Research assessment influences many everyday decisions in academia – from hiring and promotion to funding and publishing. DORA argues that these decisions should be based on the quality and relevance of research, rather than on simplistic proxies such as journal impact factors. Today, thousands of organisations worldwide have signed DORA, and its principles have inspired broader initiatives. For example, building on momentum created by DORA and others, and seeing the need for a community of research organizations engaged in assessment reform, a group came together to develop the Agreement on Reforming Research Assessment (ARRA) and formed the CoARA, the Coalition for Advancing Research Assessment, in 2022. 

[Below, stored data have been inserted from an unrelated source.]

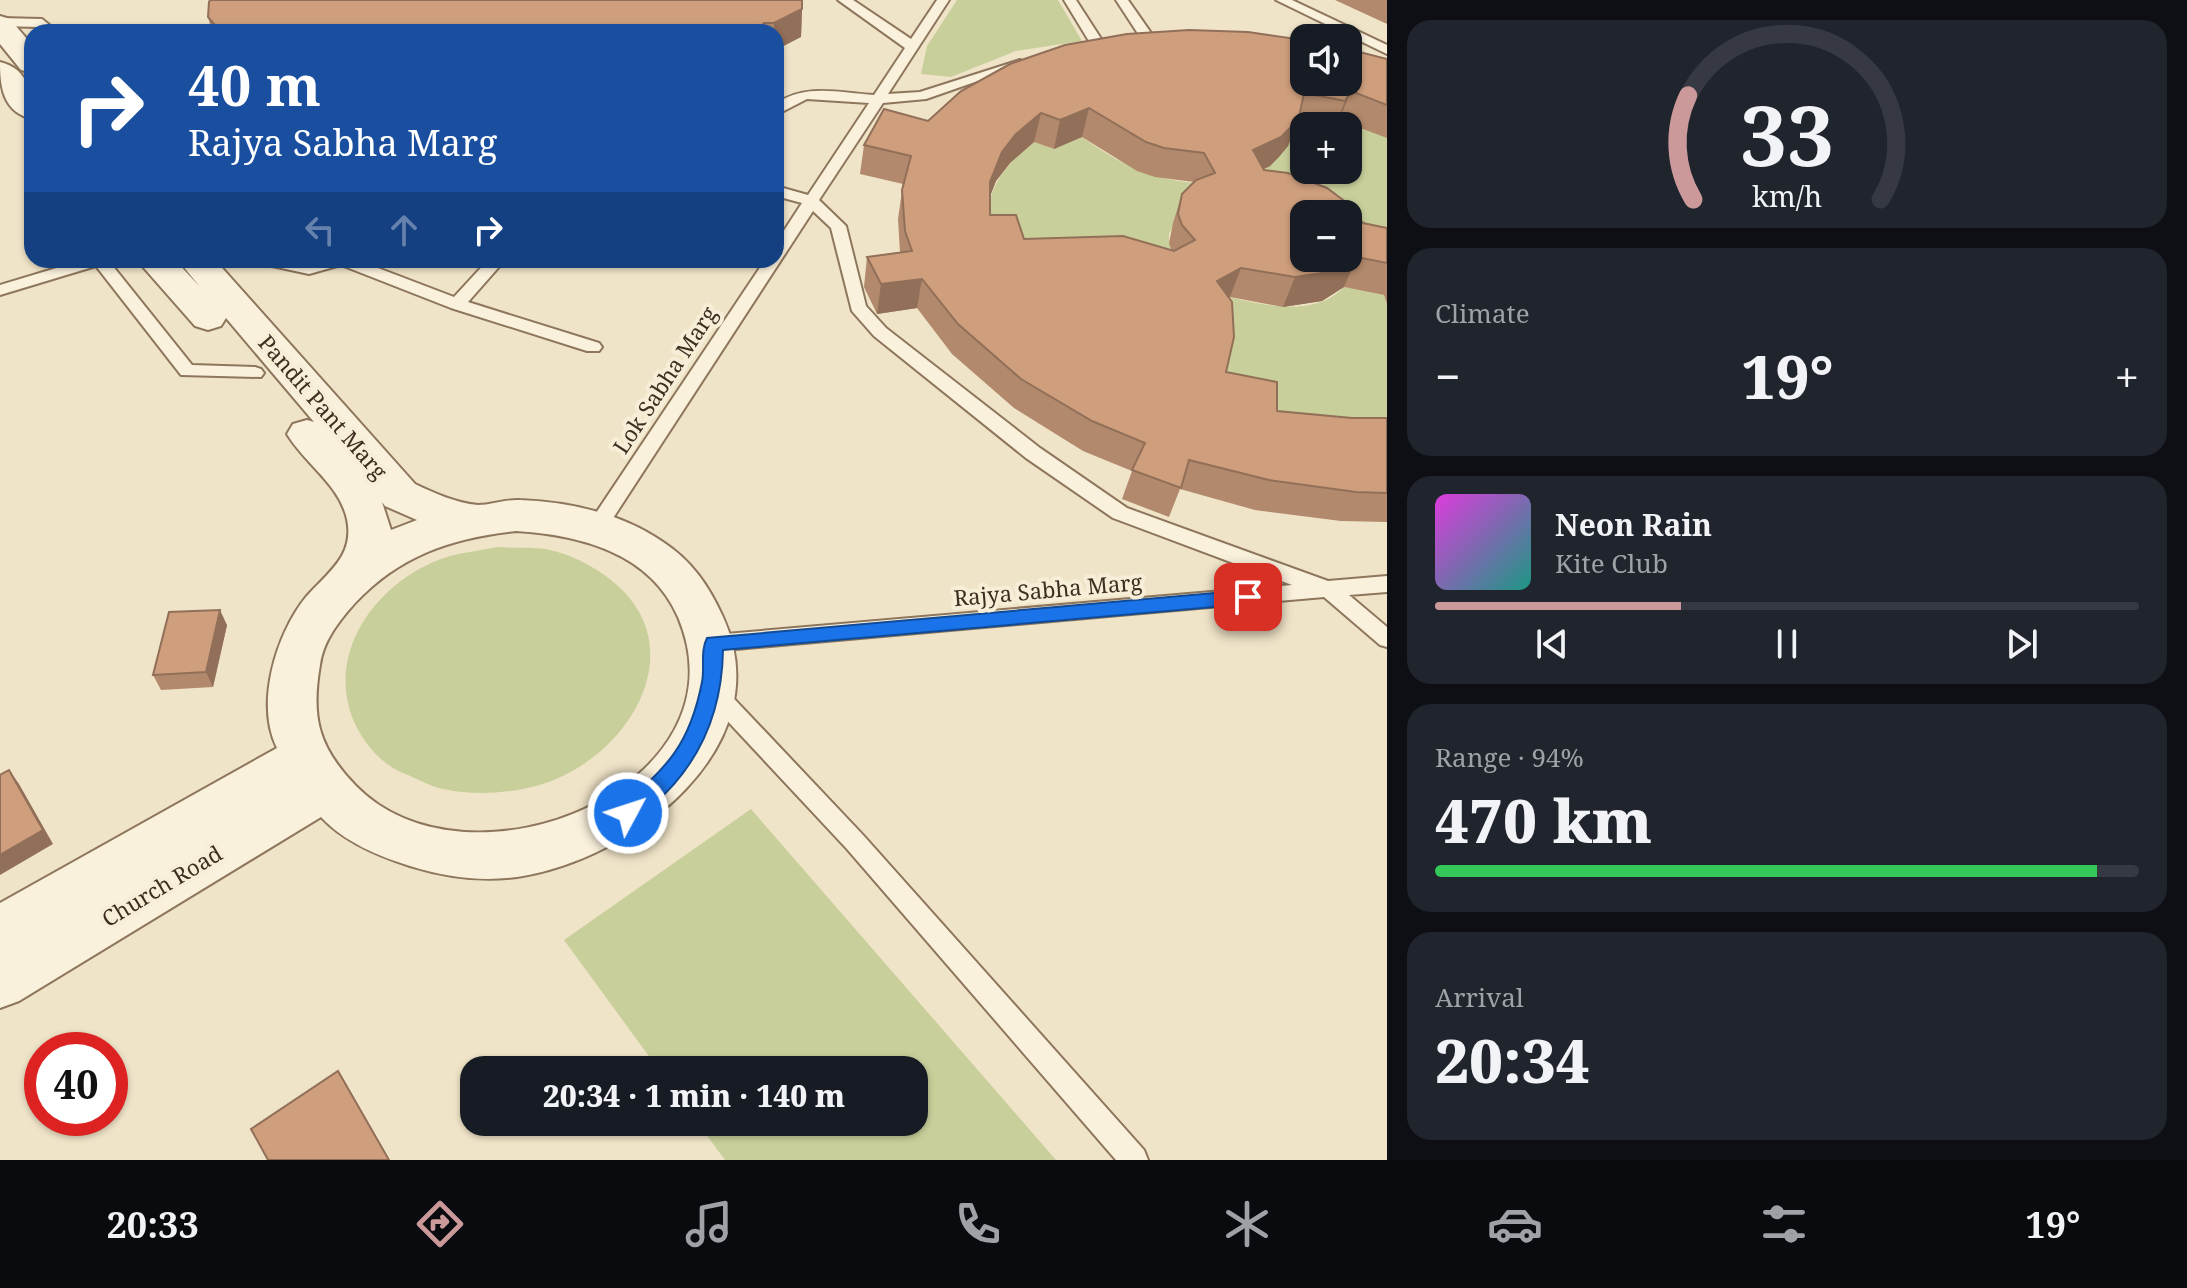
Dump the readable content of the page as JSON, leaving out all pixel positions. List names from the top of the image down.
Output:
{
  "streets": {
    "street": ["Pandit Pant Marg", "Church Road"],
    "lane": ["Lok Sabha Marg", "Rajya Sabha Marg"]
  },
  "page": {
    "map_buttons": ["+", "−"],
    "turn": ["40 m", "Rajya Sabha Marg"],
    "tile": [
      "Climate",
      ["Range · 94%", "470 km"],
      ["Arrival", "20:34"]
    ],
    "heat": ["−", "19°", "+"],
    "song": ["Neon Rain", "Kite Club"],
    "limit": "40",
    "trip": "20:34 · 1 min · 140 m",
    "tabs": ["20:33", "19°"],
    "gauge": ["33", "km/h"]
  }
}
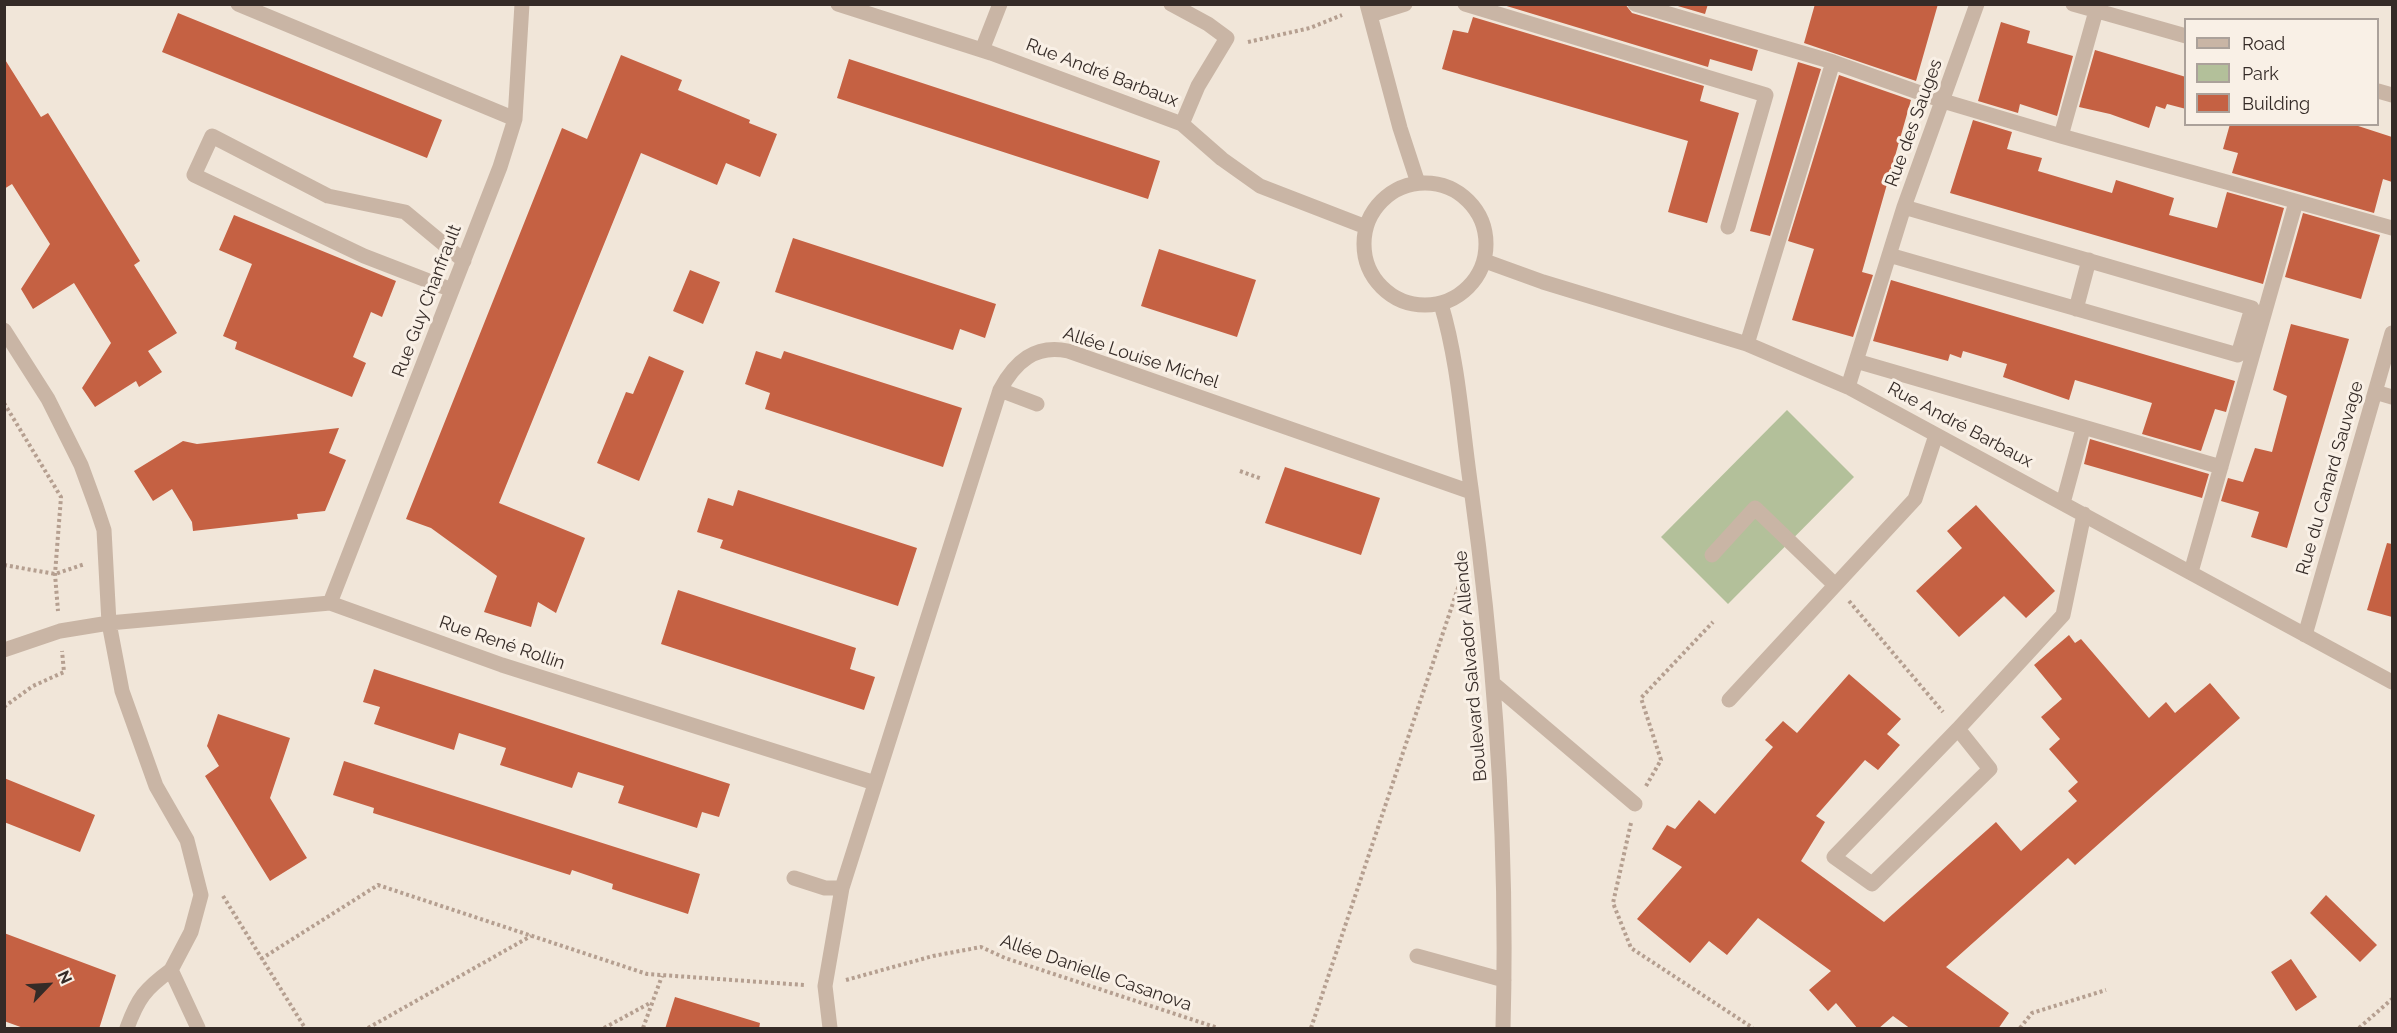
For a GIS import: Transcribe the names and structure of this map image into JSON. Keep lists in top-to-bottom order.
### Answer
{
  "streets": {
    "street": [
      "Rue André Barbaux",
      "Rue des Sauges",
      "Rue Guy Chanfrault",
      "Allée Louise Michel",
      "Rue du Canard Sauvage",
      "Rue René Rollin",
      "Boulevard Salvador Allende"
    ],
    "path": ["Allée Danielle Casanova"]
  },
  "crossings": [
    ["Rue André Barbaux", "Rue des Sauges"],
    ["Rue André Barbaux", "Rue du Canard Sauvage"],
    ["Rue André Barbaux", "Boulevard Salvador Allende"],
    ["Rue Guy Chanfrault", "Rue René Rollin"],
    ["Allée Louise Michel", "Rue René Rollin"],
    ["Allée Louise Michel", "Boulevard Salvador Allende"],
    ["Allée Louise Michel", "Allée Danielle Casanova"]
  ],
  "legend": ["Road", "Park", "Building"],
  "north": "top right"
}
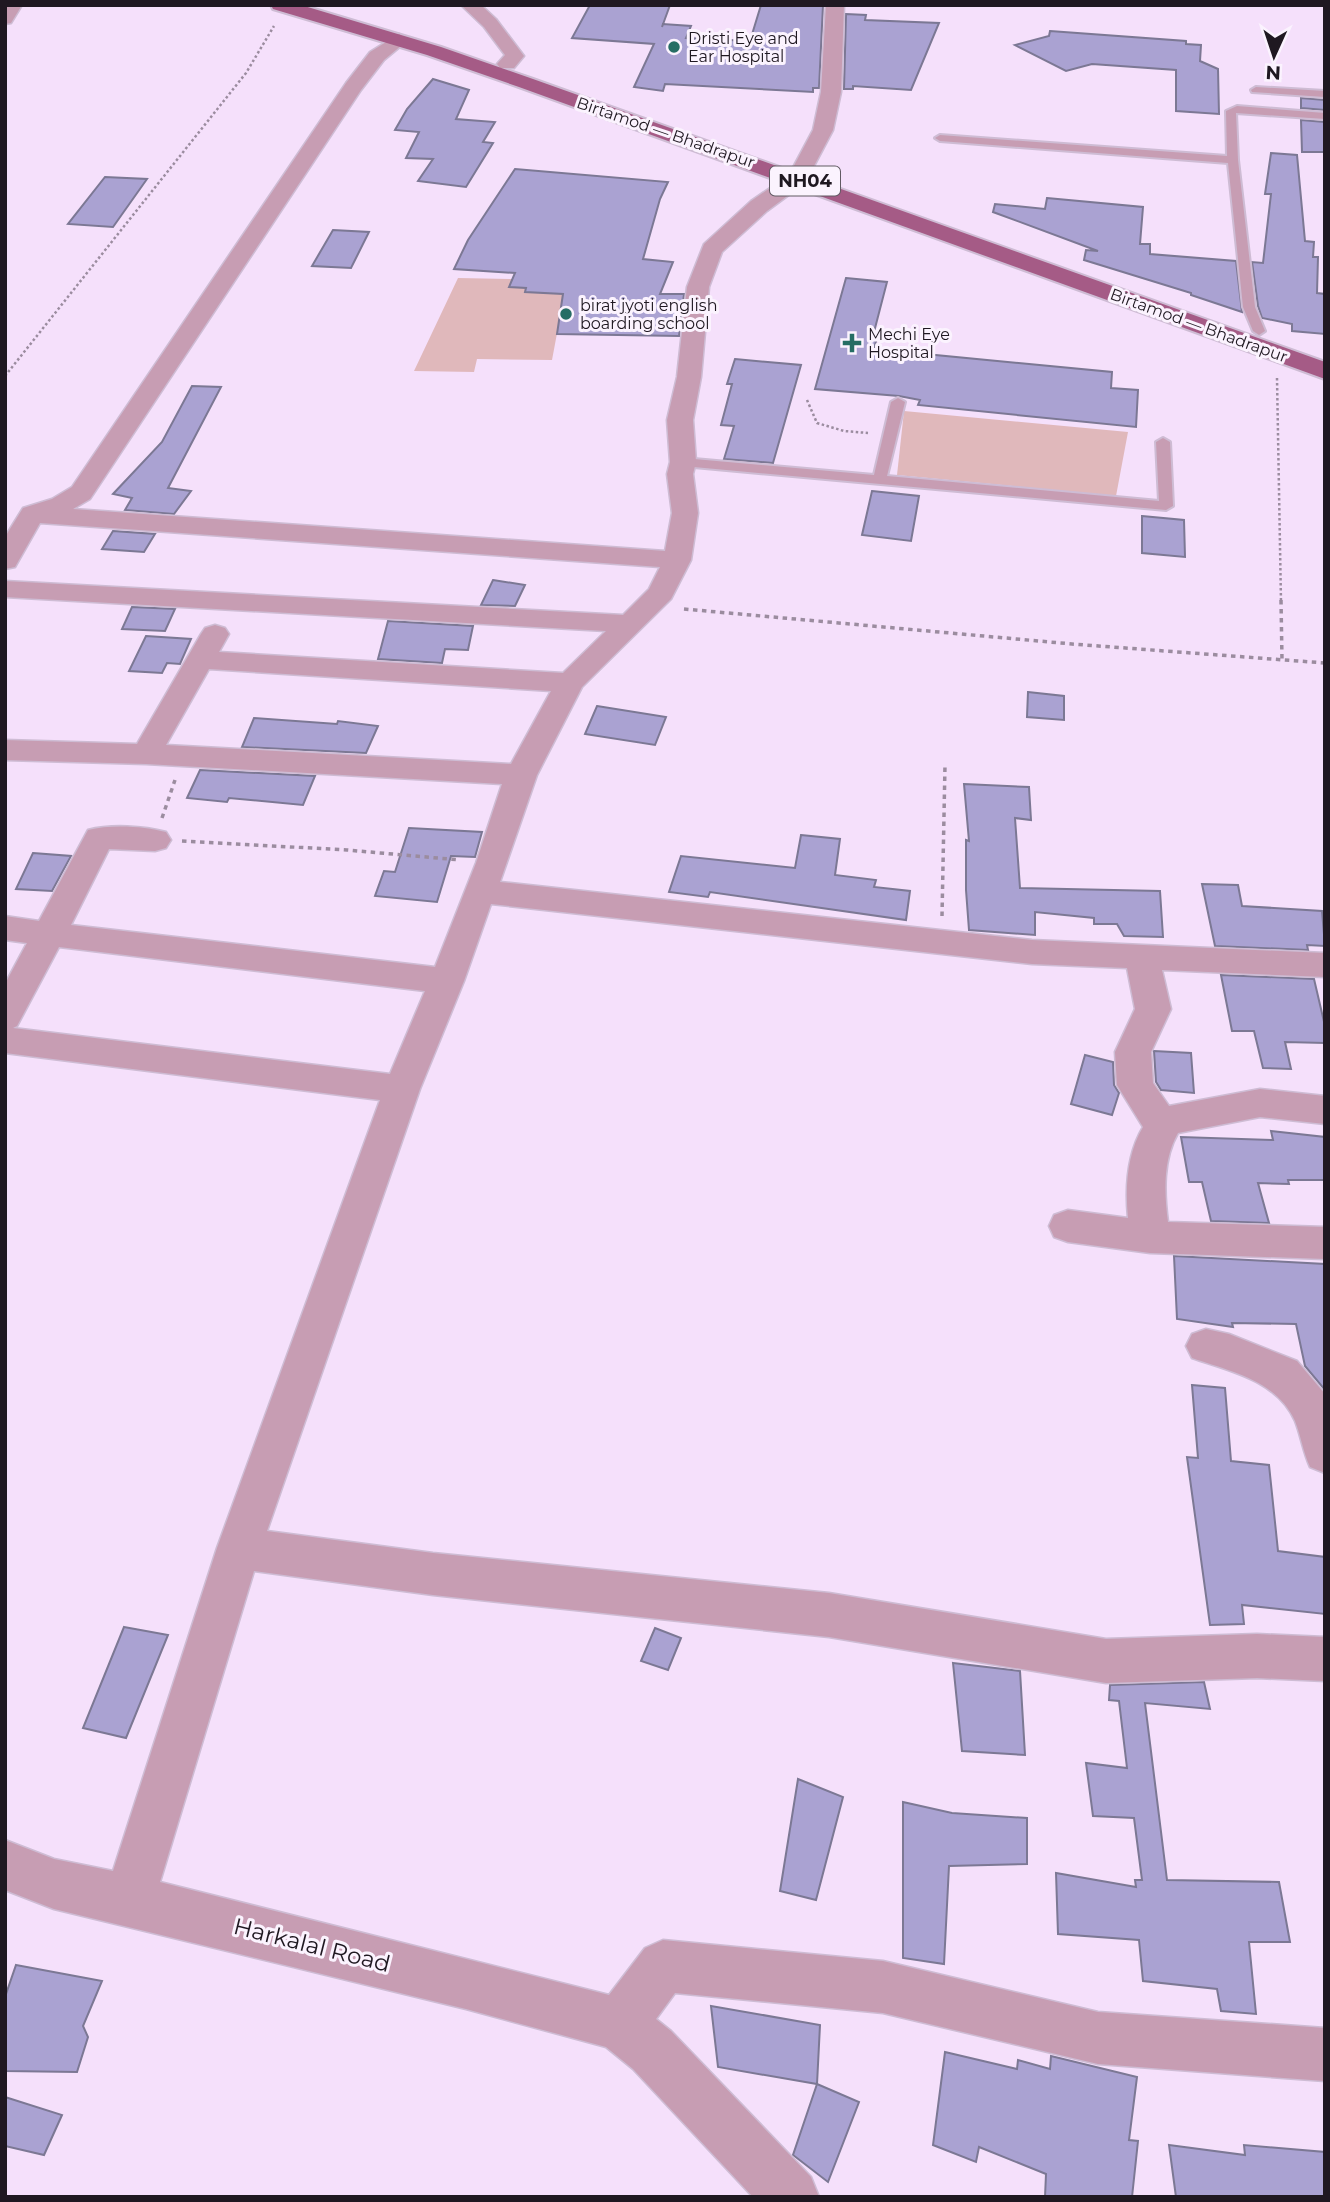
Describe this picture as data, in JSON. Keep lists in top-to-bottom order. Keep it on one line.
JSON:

Implementation is the real challenge

Signing DORA is an important symbolic step, but real change happens during implementation. As Giovanna notes, institutions start from very different points: some are already experimenting with new assessment approaches, while others are at the beginning of the conversation.

DORA supports implementation by:

  • convening networks and peer learning spaces
  • developing practical tools and case studies
  • offering small community grants
  • acting as a “lighthouse” by showcasing diverse pathways forward

Crucially, DORA avoids one-size-fits-all solutions. What works in a small technical university may look very different from what works in a large, comprehensive institution.

Can research impact be assessed responsibly?

Assessing societal impact remains one of the most contested issues in research evaluation. Giovanna raises a fundamental question: should impact primarily be assessed, or should it be enabled, recognised, and communicated?

If impact is assessed, key questions follow:

  • At what level (individual, project, department, institution)?
  • What exactly is being assessed (outputs, processes, skills, relationships)?
  • Over what time frame?

Currently, the most widely accepted approach is evidence-based narrative assessment. Narratives make it possible to reflect the complexity, temporality, and context-dependence of impact – while still grounding claims in concrete evidence. This helps avoid reducing impact to PR exercises or misleading numerical indicators.

At the same time, Giovanna warns against new “flashy” tools that promise easy impact measurement solutions. Without a clear value base and careful design, they risk repeating the same mistakes made in traditional research assessment.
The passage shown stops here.